L’unité de l’amour de soi, qui risquait de mettre en cause l’identité de celui-ci, se situe donc dans la recherche du bien, que cette recherche ait lieu dans l’intelligible ou le sensible, qu’il s’agisse de l’enfant aimant ce qui le conserve ou du philosophe chrétien aimant l’auteur de son être. L’ordre intelligible et l’ordre sensible, au bien-être distinct, sont deux voies permettant de rechercher la satisfaction, et nous ne devons pas réduire la dualité de ces voies puisque cette dualité constitue la nature humaine que nous cherchons à mieux définir par la spécificité proprement humaine de l’amour de soi. Le dualisme est constitutif, originaire, et ne peut être dépassé que par la mort qui est, pour Rousseau chrétien, mort du corps. L’unité de l’amour de soi, pour être bien réelle et représentée par ce que Rousseau appelle « sensibilité » dans le passage du Deuxième dialogue déjà cité[5], ne peut aller plus loin que cette identité formelle dans la recherche du bien.

Toutefois pour être formelle et viser des satisfactions différentes, cette identité de la recherche du bien n’interdit pas de penser une continuité, non entre les deux substances, mais dans la recherche même qui a lieu pour l’une comme pour l’autre. Ici l’étude précédente du dualisme métaphysique, le distinguant sans partage d’un manichéisme moral, a toute son importance.
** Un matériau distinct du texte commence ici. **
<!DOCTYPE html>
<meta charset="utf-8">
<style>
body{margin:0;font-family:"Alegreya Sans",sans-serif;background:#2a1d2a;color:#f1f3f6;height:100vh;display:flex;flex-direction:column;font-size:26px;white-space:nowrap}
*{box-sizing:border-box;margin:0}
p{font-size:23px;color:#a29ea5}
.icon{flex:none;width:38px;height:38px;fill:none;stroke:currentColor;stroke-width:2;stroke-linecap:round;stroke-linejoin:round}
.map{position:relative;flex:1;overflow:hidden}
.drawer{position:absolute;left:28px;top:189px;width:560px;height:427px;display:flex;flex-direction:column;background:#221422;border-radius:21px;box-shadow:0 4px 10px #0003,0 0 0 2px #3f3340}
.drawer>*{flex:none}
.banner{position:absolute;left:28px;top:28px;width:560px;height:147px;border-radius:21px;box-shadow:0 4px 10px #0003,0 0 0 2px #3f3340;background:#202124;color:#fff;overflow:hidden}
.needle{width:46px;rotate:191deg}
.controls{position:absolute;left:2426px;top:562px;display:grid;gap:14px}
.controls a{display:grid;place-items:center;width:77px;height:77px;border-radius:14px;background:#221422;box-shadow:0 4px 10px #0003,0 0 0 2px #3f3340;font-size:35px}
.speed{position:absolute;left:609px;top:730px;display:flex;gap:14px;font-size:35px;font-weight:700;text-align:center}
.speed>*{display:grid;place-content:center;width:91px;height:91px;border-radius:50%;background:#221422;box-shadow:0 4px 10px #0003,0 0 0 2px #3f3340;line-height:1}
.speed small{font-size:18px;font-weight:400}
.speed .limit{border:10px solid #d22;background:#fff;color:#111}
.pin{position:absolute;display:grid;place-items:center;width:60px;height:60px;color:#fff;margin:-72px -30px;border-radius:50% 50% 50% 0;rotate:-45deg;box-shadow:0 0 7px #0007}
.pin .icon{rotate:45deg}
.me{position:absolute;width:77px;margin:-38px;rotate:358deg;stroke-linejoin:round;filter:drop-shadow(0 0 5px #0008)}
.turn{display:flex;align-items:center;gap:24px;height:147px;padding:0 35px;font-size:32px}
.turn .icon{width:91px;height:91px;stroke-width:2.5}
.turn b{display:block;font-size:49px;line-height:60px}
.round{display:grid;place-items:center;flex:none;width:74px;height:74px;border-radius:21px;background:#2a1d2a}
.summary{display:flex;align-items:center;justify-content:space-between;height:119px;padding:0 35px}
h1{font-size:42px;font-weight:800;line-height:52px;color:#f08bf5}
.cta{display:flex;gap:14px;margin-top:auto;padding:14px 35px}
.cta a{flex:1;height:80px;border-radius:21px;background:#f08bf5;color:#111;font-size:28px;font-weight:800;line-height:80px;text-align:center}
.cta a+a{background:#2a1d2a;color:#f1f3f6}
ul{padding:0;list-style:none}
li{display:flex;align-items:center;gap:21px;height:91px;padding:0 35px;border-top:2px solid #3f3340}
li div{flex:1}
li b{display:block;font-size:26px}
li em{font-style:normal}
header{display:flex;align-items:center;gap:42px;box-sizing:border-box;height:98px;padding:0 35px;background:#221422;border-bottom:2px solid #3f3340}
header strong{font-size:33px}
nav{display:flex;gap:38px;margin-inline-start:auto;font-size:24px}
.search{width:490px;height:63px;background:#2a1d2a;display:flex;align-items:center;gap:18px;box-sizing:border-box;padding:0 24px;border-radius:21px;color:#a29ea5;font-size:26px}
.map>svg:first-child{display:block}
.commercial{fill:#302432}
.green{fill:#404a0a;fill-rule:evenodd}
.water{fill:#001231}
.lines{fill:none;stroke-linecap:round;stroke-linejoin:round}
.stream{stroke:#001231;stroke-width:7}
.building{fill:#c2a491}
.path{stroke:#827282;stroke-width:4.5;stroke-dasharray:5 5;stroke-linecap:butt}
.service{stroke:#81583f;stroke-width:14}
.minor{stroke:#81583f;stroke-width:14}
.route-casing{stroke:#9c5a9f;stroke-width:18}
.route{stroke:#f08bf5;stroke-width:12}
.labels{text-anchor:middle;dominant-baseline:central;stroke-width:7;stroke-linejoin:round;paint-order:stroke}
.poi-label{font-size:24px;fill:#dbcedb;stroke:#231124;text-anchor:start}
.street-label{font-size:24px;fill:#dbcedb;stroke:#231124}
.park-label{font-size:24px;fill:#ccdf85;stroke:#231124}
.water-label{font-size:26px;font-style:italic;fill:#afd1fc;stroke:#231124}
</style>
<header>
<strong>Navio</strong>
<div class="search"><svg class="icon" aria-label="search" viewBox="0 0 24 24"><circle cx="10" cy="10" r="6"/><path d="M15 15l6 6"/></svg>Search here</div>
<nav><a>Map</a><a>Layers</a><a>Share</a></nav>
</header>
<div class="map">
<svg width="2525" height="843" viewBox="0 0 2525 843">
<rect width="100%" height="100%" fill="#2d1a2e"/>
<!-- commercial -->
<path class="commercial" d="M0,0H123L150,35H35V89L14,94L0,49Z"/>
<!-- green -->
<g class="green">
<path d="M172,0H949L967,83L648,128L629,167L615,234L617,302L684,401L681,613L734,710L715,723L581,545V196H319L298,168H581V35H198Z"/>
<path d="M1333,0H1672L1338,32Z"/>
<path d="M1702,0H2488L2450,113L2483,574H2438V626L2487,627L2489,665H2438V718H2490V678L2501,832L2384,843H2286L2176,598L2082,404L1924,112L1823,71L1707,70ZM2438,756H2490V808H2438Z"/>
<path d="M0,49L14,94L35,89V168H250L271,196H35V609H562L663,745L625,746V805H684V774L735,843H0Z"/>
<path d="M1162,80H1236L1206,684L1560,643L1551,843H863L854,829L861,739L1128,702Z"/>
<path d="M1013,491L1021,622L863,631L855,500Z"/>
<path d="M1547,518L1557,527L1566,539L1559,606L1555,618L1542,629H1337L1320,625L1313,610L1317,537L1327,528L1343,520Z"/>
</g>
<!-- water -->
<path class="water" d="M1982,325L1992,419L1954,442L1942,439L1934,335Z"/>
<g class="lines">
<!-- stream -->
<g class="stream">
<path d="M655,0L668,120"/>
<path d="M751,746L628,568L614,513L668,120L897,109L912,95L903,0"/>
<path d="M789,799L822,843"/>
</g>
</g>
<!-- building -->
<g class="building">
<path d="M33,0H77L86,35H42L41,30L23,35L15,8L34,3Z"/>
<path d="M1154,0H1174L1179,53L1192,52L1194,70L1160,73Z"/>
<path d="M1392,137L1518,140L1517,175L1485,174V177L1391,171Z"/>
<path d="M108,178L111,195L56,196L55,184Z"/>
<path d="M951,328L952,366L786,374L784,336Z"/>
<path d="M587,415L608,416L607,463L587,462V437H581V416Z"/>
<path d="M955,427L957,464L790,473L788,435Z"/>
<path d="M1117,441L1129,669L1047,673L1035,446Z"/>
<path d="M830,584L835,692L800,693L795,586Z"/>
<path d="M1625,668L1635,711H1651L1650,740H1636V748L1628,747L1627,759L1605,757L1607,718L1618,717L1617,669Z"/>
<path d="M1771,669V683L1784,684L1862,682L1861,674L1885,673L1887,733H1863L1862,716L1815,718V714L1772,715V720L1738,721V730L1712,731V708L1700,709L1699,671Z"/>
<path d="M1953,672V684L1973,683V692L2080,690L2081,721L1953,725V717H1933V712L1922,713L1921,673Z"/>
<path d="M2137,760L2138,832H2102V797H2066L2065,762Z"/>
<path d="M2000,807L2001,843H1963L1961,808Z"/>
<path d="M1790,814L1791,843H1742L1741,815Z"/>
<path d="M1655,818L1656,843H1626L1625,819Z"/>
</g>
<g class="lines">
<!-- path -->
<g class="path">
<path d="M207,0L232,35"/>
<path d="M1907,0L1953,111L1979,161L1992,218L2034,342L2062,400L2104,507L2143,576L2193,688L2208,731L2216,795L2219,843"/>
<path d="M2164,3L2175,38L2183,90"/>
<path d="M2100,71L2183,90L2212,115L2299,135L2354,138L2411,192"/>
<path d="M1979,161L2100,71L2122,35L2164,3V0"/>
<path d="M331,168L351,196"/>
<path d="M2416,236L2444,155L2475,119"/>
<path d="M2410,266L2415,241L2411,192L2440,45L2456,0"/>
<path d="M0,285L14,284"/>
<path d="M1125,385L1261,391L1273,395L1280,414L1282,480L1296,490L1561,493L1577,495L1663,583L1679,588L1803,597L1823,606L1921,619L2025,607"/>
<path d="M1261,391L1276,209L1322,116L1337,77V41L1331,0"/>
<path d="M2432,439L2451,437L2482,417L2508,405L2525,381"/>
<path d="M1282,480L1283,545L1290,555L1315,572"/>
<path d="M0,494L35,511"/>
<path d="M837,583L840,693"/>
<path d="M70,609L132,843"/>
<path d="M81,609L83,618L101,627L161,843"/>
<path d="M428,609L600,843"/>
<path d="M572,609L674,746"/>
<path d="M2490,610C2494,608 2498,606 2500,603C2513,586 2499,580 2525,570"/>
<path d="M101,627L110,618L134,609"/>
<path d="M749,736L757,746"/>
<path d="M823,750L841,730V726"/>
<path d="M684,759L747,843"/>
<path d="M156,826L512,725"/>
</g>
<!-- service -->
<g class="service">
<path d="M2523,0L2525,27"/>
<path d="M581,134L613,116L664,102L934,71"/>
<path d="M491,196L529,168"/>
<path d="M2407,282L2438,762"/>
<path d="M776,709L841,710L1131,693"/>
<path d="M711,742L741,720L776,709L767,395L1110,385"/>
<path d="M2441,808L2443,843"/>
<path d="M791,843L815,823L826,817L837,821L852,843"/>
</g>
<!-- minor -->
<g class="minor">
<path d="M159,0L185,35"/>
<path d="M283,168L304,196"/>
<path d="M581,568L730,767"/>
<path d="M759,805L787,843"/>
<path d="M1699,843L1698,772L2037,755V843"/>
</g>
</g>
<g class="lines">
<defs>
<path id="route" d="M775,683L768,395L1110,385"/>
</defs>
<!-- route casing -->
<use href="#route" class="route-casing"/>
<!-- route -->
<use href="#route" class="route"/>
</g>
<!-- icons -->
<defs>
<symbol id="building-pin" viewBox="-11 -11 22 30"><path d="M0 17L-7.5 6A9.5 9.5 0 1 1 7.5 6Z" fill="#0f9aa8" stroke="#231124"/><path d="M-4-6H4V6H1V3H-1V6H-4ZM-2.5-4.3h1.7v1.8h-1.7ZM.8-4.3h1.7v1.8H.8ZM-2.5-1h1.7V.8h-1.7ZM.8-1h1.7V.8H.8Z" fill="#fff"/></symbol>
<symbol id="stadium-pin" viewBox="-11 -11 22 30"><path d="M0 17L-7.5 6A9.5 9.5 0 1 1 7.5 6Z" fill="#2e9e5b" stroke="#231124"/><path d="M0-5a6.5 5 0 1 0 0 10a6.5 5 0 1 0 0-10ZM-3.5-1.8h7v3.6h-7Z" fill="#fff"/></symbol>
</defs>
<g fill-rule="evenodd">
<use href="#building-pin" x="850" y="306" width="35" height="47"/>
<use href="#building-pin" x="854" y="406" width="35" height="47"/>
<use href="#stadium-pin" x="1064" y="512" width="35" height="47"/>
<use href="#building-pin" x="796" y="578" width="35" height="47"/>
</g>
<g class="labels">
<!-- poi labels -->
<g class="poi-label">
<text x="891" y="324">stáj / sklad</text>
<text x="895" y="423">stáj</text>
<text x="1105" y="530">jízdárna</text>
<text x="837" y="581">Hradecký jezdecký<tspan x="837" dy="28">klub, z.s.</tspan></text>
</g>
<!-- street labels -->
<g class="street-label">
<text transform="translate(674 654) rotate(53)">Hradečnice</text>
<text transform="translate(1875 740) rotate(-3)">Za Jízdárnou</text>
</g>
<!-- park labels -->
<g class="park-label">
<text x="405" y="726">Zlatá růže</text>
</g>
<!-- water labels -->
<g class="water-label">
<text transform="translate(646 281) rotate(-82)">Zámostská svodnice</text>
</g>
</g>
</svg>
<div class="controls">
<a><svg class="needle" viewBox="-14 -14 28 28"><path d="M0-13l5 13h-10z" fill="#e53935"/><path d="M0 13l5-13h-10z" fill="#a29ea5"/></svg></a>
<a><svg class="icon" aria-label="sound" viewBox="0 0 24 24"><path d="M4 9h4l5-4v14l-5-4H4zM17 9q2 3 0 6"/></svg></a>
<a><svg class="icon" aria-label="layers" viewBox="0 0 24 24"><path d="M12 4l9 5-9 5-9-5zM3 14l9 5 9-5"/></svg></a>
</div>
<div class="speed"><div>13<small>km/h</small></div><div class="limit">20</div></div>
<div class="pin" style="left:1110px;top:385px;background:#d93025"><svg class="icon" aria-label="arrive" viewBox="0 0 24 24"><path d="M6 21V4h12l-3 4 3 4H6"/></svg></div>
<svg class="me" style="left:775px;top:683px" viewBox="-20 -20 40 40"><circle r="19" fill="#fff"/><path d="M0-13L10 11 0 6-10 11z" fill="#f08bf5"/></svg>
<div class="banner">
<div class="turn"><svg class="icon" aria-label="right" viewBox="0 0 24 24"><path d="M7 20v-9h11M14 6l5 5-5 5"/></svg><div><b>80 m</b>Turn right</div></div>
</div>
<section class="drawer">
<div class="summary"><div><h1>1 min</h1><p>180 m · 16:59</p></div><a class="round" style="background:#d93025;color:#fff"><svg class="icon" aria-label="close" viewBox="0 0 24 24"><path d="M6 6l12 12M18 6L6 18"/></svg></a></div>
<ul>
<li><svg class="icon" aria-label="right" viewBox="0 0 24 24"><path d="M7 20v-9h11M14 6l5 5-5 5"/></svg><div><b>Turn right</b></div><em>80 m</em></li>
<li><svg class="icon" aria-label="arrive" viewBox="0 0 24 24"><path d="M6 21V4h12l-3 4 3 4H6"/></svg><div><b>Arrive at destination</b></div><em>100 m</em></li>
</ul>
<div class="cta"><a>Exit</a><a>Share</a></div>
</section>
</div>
S’il ne pouvait y avoir recherche du bien, et recherche d’un véritable bien qui ne doit pas être condamné moralement, dans l’ordre sensible, alors il ne pourrait y avoir continuité de la recherche de l’ordre sensible à l’ordre intelligible.

Et précisément cette continuité est la seule manière de construire l’unité de la nature humaine malgré son dualisme. Ce que Rousseau pose comme définissant l’humain : la liberté, est en œuvre dès le sensible et oriente l’enfant ou le primitif vers son bien-être corporel. C’est la même liberté que Dieu nous a donnée pour choisir le bien[6] et qui doit nous guider vers lui. La dimension spécifiant l’humain, sa substance spirituelle, posée avec la liberté dans le Discours sur l’inégalité[7] puis dans la Profession de foi[8], constitue l’unité de la nature humaine, mais il s’agit de l’unité d’une recherche et d’un développement orientés vers la perfection de cette nature. La duplicité première de la nature humaine lui impose d’orienter son développement, vers la recherche d’une plus grande unité : unité plus grande et meilleure, car commandée par l’interaction de l’amour de soi et de la liberté qui est liberté pour le bien et donc, puisque ce bien doit provoquer une satisfaction, liberté pour le perfectionnement de soi. La dualité métaphysique de l’homme lui confère donc une identité dynamique. Dès la note XV du Discours sur l’inégalité définissant l’amour de soi, nous pouvions comprendre que ce dernier oriente la perfectibilité vers la perfection, nous conduit de la bonté négative de tout animal « veillant à sa propre conservation » jusqu’à « l’humanité et la vertu ».

Nous retrouvons donc bien finalement l’unité des trois caractères essentiels de la nature humaine, amour de soi, liberté, perfectibilité. Que cette unité se construise, de façon dynamique, dans un dépassement de la naturalité première ne constitue pas une négation de cette naturalité comme composante essentielle de la nature humaine. L’identité de l’individu humain est d’abord pensée comme composé âme / corps, avant que ce corps devienne un poids pour l’âme[9], et que celle-ci cherche à s’en délivrer[10]. La délivrance suppose une culture pour laquelle la longue œuvre éducative du précepteur d’Émile nous a suffisamment montré l’importance du corps. En se délivrant du corps, l’homme n’abandonne pas une partie de son être, il réalise ce qui s’exprimait de façon imparfaite dans la sensibilité et qui trouve, dans le domaine spirituel identifié à la meilleure partie de soi-même, son plein accomplissement : « J’aspire au moment où, délivré des entraves du corps je serai moi sans contradiction, sans partage, et n’aurai besoin que de moi pour être heureux »[11].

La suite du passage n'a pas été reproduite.